### WORK ITEM:
Both the line below containing "inset:0; background:#aab3b9; transform-origin:0" and the line containing "height:10px; margin:-5px; padding:0", along with every line between them, should be repeated exactly; no other line belongs in the answer.

───── DATA TO PROCESS

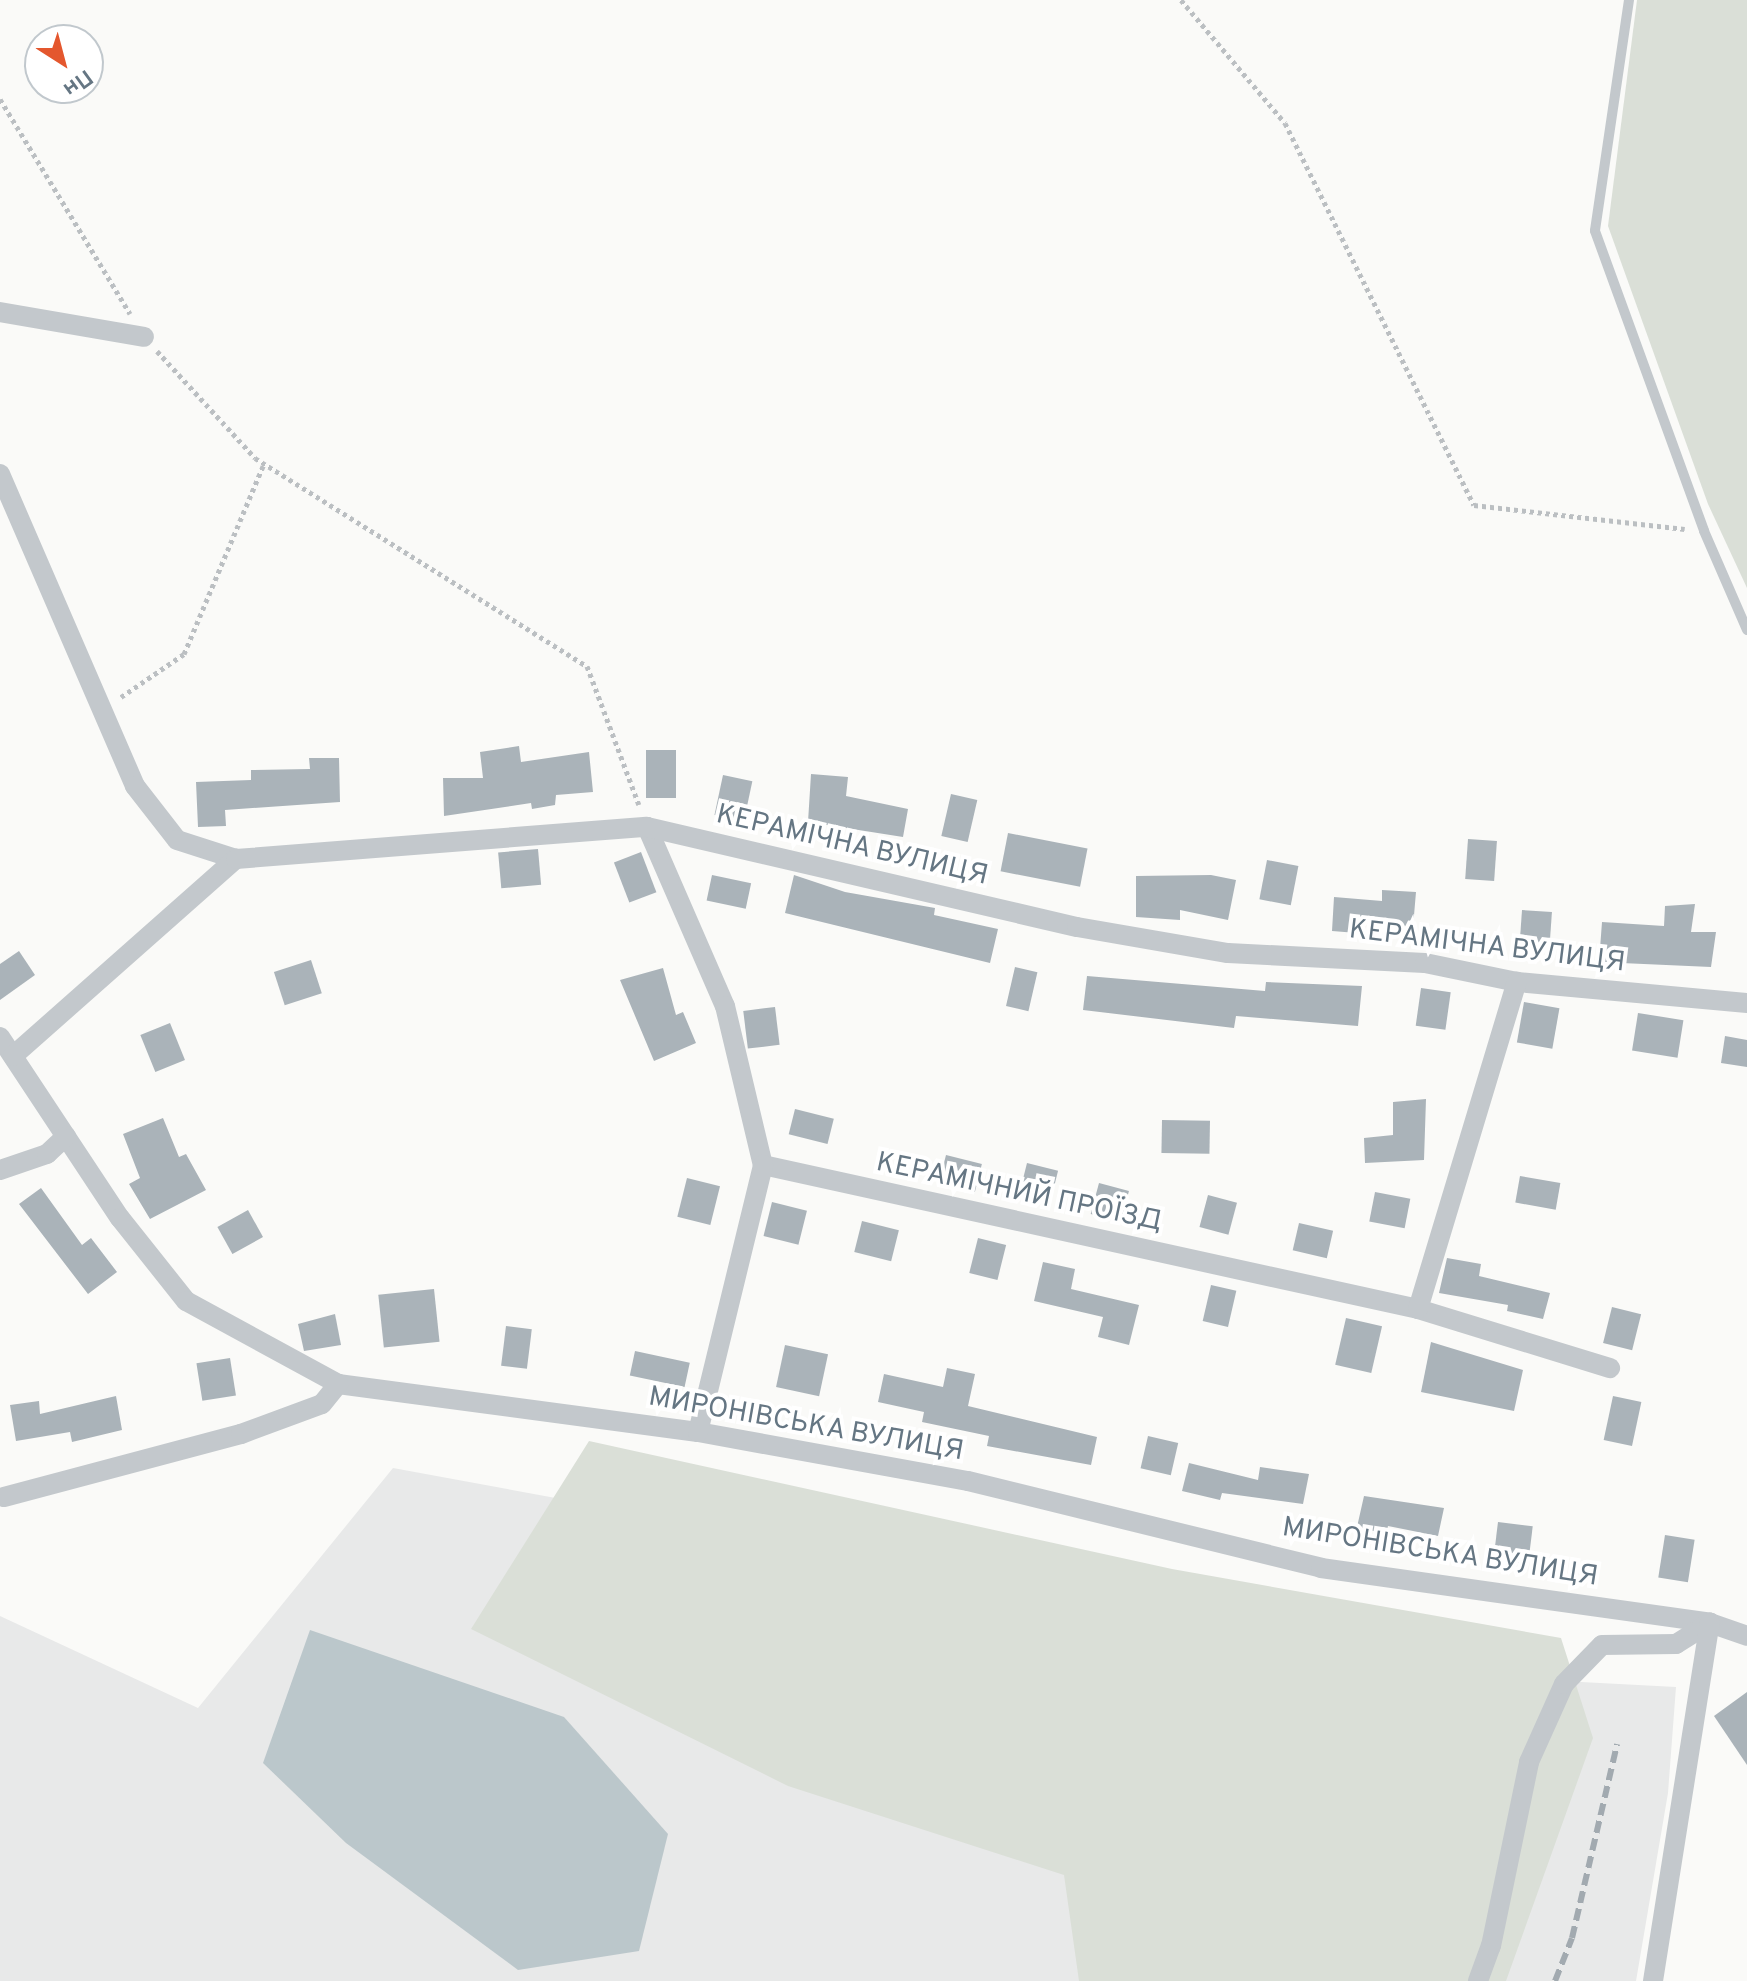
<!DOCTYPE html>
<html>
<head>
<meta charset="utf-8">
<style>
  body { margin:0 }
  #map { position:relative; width:1747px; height:1981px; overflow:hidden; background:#fafaf8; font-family:Overpass,sans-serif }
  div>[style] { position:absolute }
  .built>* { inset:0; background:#e8e9e9 }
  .green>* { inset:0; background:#dadfd7 }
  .water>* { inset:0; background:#bbc7cb }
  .building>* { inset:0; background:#aab3b9; transform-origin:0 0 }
  .path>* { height:5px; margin-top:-2.5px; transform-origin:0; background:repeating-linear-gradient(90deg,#bbbfc2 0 4px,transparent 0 8px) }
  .service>* { height:10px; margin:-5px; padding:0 5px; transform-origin:5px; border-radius:5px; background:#c3c8cc }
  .minor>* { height:20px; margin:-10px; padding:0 10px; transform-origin:10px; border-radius:10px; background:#c3c8cc }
  .rail>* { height:6px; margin-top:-3px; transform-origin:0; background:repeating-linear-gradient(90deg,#a2aab0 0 12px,transparent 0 18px) }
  span { translate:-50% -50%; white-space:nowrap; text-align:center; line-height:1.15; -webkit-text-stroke:8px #fff; paint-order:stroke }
  .street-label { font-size:28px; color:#657683 }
  .north { position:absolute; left:24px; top:24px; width:80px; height:80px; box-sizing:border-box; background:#fff; border:2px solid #c1c8cd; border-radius:50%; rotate:144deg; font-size:22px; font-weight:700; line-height:32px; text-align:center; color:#657683 }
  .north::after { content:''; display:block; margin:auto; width:28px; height:36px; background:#e4572e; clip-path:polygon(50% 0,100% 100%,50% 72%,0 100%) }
</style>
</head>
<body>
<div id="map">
  <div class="built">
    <i style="clip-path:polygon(393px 1468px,1543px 1680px,1676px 1687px,1668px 1793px,1636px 1981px,0 1981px,0 1616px,198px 1708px)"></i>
  </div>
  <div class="green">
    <i style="clip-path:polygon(1637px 0,1747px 0,1747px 588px,1708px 504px,1608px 226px)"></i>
    <i style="clip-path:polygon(589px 1441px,1172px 1569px,1561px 1638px,1593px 1738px,1506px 1981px,1079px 1981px,1064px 1875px,788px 1786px,471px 1629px)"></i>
  </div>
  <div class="water">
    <i style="clip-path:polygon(310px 1630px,564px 1717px,668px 1834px,639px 1951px,518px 1970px,346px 1843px,263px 1763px)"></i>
  </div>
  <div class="building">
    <i style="clip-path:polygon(519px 746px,521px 762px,589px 752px,593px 792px,556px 795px,555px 805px,532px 809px,531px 803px,444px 816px,443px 778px,483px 778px,480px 752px)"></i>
    <i style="left:676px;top:750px;width:48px;height:30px;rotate:90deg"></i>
    <i style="clip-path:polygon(309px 758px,339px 758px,340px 802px,225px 810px,226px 826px,198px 827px,196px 782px,251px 780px,251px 770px,310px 769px)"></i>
    <i style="clip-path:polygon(811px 774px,848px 777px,846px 796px,908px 809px,903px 837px,808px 822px)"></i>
    <i style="left:723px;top:775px;width:30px;height:41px;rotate:12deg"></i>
    <i style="left:951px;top:794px;width:27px;height:43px;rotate:13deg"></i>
    <i style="left:1008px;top:833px;width:81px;height:39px;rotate:11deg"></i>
    <i style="left:1468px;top:839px;width:29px;height:40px;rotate:4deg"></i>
    <i style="left:538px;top:849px;width:36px;height:40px;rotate:85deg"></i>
    <i style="left:641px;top:852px;width:43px;height:29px;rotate:69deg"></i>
    <i style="left:1267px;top:860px;width:32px;height:40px;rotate:11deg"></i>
    <i style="left:712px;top:875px;width:40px;height:26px;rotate:12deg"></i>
    <i style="clip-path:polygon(794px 875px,845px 892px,935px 908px,934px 915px,998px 929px,990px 963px,785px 913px)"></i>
    <i style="clip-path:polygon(1211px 875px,1236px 880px,1228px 920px,1180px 910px,1180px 920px,1136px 917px,1136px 876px)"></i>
    <i style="clip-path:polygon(1382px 890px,1416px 892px,1413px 927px,1358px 923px,1357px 933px,1332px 931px,1334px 897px,1382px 901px)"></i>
    <i style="clip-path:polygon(1695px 904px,1691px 932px,1716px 932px,1711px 967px,1599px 962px,1602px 922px,1664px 926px,1665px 906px)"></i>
    <i style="left:1522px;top:910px;width:30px;height:36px;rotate:4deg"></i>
    <i style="clip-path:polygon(19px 951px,35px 975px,0 1000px,0 964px)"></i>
    <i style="left:311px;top:960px;width:35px;height:39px;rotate:72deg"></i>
    <i style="left:1015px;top:967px;width:23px;height:40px;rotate:13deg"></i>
    <i style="clip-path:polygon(663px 968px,676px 1015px,683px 1012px,696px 1043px,654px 1061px,620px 980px)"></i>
    <i style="clip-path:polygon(1087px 976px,1265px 991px,1266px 982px,1362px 986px,1358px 1026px,1236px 1016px,1234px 1028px,1083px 1010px)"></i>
    <i style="left:1421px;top:988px;width:30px;height:38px;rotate:8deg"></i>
    <i style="left:1524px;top:1002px;width:36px;height:41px;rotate:10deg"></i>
    <i style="left:775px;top:1007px;width:38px;height:32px;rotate:83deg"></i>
    <i style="left:1638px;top:1013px;width:46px;height:38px;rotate:9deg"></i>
    <i style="left:170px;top:1023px;width:40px;height:32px;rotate:68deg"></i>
    <i style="clip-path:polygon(1725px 1036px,1747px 1040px,1747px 1067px,1721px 1063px)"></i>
    <i style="clip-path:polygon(1426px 1099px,1424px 1160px,1365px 1163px,1364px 1138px,1393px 1135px,1393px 1102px)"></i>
    <i style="left:795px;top:1109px;width:40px;height:26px;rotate:14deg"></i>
    <i style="clip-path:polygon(163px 1118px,179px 1157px,186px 1154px,206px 1190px,150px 1219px,129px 1184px,140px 1178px,123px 1134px)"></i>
    <i style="left:1162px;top:1120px;width:48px;height:33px;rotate:1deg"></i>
    <i style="left:946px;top:1155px;width:37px;height:29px;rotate:14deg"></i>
    <i style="left:1027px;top:1163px;width:32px;height:36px;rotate:14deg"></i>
    <i style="left:1520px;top:1176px;width:41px;height:27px;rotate:10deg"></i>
    <i style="left:687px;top:1178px;width:34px;height:40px;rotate:14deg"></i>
    <i style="left:1099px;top:1183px;width:31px;height:32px;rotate:15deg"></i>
    <i style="clip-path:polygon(41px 1188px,82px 1245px,91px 1238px,117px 1272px,88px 1294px,19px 1204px)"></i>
    <i style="left:1375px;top:1192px;width:36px;height:30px;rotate:11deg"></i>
    <i style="left:1208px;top:1195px;width:30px;height:33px;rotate:15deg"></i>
    <i style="left:772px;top:1202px;width:36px;height:35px;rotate:14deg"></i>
    <i style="left:248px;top:1210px;width:31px;height:35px;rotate:61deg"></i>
    <i style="left:862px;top:1221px;width:38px;height:32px;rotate:14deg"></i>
    <i style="left:1299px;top:1223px;width:35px;height:28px;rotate:13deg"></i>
    <i style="left:978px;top:1238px;width:29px;height:36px;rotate:14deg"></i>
    <i style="clip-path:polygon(1447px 1258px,1481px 1264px,1479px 1276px,1550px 1293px,1543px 1319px,1507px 1311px,1508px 1305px,1439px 1293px)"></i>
    <i style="clip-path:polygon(1043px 1262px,1075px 1269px,1071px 1289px,1139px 1305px,1129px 1345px,1098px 1337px,1103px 1317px,1034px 1301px)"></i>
    <i style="left:1211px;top:1285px;width:26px;height:37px;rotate:13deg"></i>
    <i style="left:434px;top:1289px;width:53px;height:56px;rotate:84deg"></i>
    <i style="left:1612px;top:1307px;width:30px;height:37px;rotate:14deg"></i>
    <i style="clip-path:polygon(335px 1314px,341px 1345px,304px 1351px,298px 1324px)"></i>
    <i style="left:1346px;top:1318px;width:37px;height:48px;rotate:13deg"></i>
    <i style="left:506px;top:1326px;width:26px;height:40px;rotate:7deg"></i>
    <i style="clip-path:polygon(1431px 1342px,1523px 1370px,1514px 1411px,1421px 1392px)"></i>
    <i style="left:785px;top:1345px;width:44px;height:43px;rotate:12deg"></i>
    <i style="left:635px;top:1351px;width:56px;height:25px;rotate:12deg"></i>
    <i style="left:230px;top:1358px;width:38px;height:34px;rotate:81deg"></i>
    <i style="clip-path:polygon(947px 1368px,975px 1374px,968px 1406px,1097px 1437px,1091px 1465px,987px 1446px,989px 1436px,922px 1422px,924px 1412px,878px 1402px,884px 1374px,943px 1387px)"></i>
    <i style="clip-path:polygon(116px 1396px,122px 1430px,72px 1442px,70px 1432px,16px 1441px,10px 1405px,39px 1401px,40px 1414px)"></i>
    <i style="left:1613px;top:1396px;width:29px;height:45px;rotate:12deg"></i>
    <i style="left:1148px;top:1436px;width:31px;height:33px;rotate:13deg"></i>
    <i style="clip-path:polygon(1189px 1463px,1258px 1480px,1260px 1467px,1309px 1474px,1303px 1504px,1222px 1493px,1220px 1500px,1182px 1491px)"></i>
    <i style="clip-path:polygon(1364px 1496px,1444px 1508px,1438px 1536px,1388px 1526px,1386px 1534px,1357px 1527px)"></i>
    <i style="left:1498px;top:1522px;width:35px;height:38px;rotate:7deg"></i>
    <i style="left:1665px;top:1535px;width:30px;height:43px;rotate:9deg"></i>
    <i style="clip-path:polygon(1747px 1692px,1747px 1765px,1714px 1716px)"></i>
  </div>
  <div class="path">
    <i style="left:1181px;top:0;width:161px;rotate:49.8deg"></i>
    <i style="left:1285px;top:123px;width:426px;rotate:63.7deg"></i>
    <i style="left:1474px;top:505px;width:212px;rotate:6.5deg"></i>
    <i style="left:0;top:99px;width:251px;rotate:58.8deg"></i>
    <i style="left:157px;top:351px;width:145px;rotate:47.5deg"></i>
    <i style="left:255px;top:458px;width:392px;rotate:32.1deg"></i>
    <i style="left:587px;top:666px;width:148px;rotate:69.5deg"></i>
    <i style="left:121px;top:697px;width:76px;rotate:-34.3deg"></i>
    <i style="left:184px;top:654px;width:206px;rotate:-67.2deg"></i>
  </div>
  <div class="service">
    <i style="left:1629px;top:0;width:233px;rotate:98.4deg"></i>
    <i style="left:1595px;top:231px;width:319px;rotate:70deg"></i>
    <i style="left:1704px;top:531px;width:108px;rotate:66.5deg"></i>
  </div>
  <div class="minor">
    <i style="left:0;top:312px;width:146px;rotate:9.8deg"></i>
    <i style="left:0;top:474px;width:340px;rotate:66.6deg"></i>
    <i style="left:135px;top:786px;width:68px;rotate:52.1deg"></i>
    <i style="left:177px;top:840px;width:62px;rotate:17.9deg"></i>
    <i style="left:647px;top:827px;width:195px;rotate:66.5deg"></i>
    <i style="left:725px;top:1006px;width:163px;rotate:76.6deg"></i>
    <i style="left:763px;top:1165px;width:671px;rotate:12.4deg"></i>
    <i style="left:1418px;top:1309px;width:201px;rotate:17.1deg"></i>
    <i style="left:0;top:1037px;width:217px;rotate:56.5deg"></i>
    <i style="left:120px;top:1218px;width:106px;rotate:51.5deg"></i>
    <i style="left:186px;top:1301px;width:173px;rotate:28.6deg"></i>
    <i style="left:338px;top:1384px;width:363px;rotate:7.6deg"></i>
    <i style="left:698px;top:1432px;width:274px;rotate:10.3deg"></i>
    <i style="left:968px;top:1481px;width:364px;rotate:13.8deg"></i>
    <i style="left:1321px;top:1568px;width:393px;rotate:8deg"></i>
    <i style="left:1710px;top:1623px;width:39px;rotate:19deg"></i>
    <i style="left:13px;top:1056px;width:298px;rotate:-41.5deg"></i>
    <i style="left:236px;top:859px;width:412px;rotate:-4.5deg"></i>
    <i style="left:647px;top:827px;width:441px;rotate:13.1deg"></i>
    <i style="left:1077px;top:927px;width:153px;rotate:9.8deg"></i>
    <i style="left:1228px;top:953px;width:197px;rotate:2.9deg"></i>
    <i style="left:1425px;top:963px;width:94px;rotate:11.7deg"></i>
    <i style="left:1517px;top:982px;width:231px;rotate:5.2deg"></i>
    <i style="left:0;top:1170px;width:50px;rotate:-18.8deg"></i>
    <i style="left:47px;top:1154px;width:26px;rotate:-43deg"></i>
    <i style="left:1418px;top:1309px;width:342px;rotate:-73.2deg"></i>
    <i style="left:698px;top:1432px;width:275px;rotate:-76.3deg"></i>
    <i style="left:4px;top:1497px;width:245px;rotate:-14.9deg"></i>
    <i style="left:241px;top:1434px;width:86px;rotate:-20.3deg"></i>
    <i style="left:322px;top:1404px;width:26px;rotate:-51deg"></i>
    <i style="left:1478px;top:1981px;width:37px;rotate:-70deg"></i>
    <i style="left:1491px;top:1946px;width:188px;rotate:-78.3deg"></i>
    <i style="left:1529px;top:1762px;width:85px;rotate:-65.8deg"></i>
    <i style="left:1564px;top:1684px;width:54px;rotate:-45.7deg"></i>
    <i style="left:1602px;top:1645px;width:74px;rotate:-0.8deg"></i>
    <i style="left:1676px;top:1644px;width:40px;rotate:-32deg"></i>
    <i style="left:1653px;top:1981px;width:363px;rotate:-81deg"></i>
  </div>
  <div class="rail">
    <i style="left:1555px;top:1981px;width:46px;rotate:-68.4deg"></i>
    <i style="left:1572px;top:1938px;width:199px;rotate:-76.9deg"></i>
  </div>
  <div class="street-label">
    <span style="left:852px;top:846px;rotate:13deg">КЕРАМІЧНА ВУЛИЦЯ</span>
    <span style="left:1487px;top:947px;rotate:7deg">КЕРАМІЧНА ВУЛИЦЯ</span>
    <span style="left:1019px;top:1193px;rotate:12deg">КЕРАМІЧНИЙ ПРОЇЗД</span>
    <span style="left:806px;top:1425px;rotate:10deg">МИРОНІВСЬКА ВУЛИЦЯ</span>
    <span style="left:1440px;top:1553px;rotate:9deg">МИРОНІВСЬКА ВУЛИЦЯ</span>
  </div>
  <div class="north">Пн</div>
</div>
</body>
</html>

──────────

### WRITTEN SOLUTION:
  .building>* { inset:0; background:#aab3b9; transform-origin:0 0 }
  .path>* { height:5px; margin-top:-2.5px; transform-origin:0; background:repeating-linear-gradient(90deg,#bbbfc2 0 4px,transparent 0 8px) }
  .service>* { height:10px; margin:-5px; padding:0 5px; transform-origin:5px; border-radius:5px; background:#c3c8cc }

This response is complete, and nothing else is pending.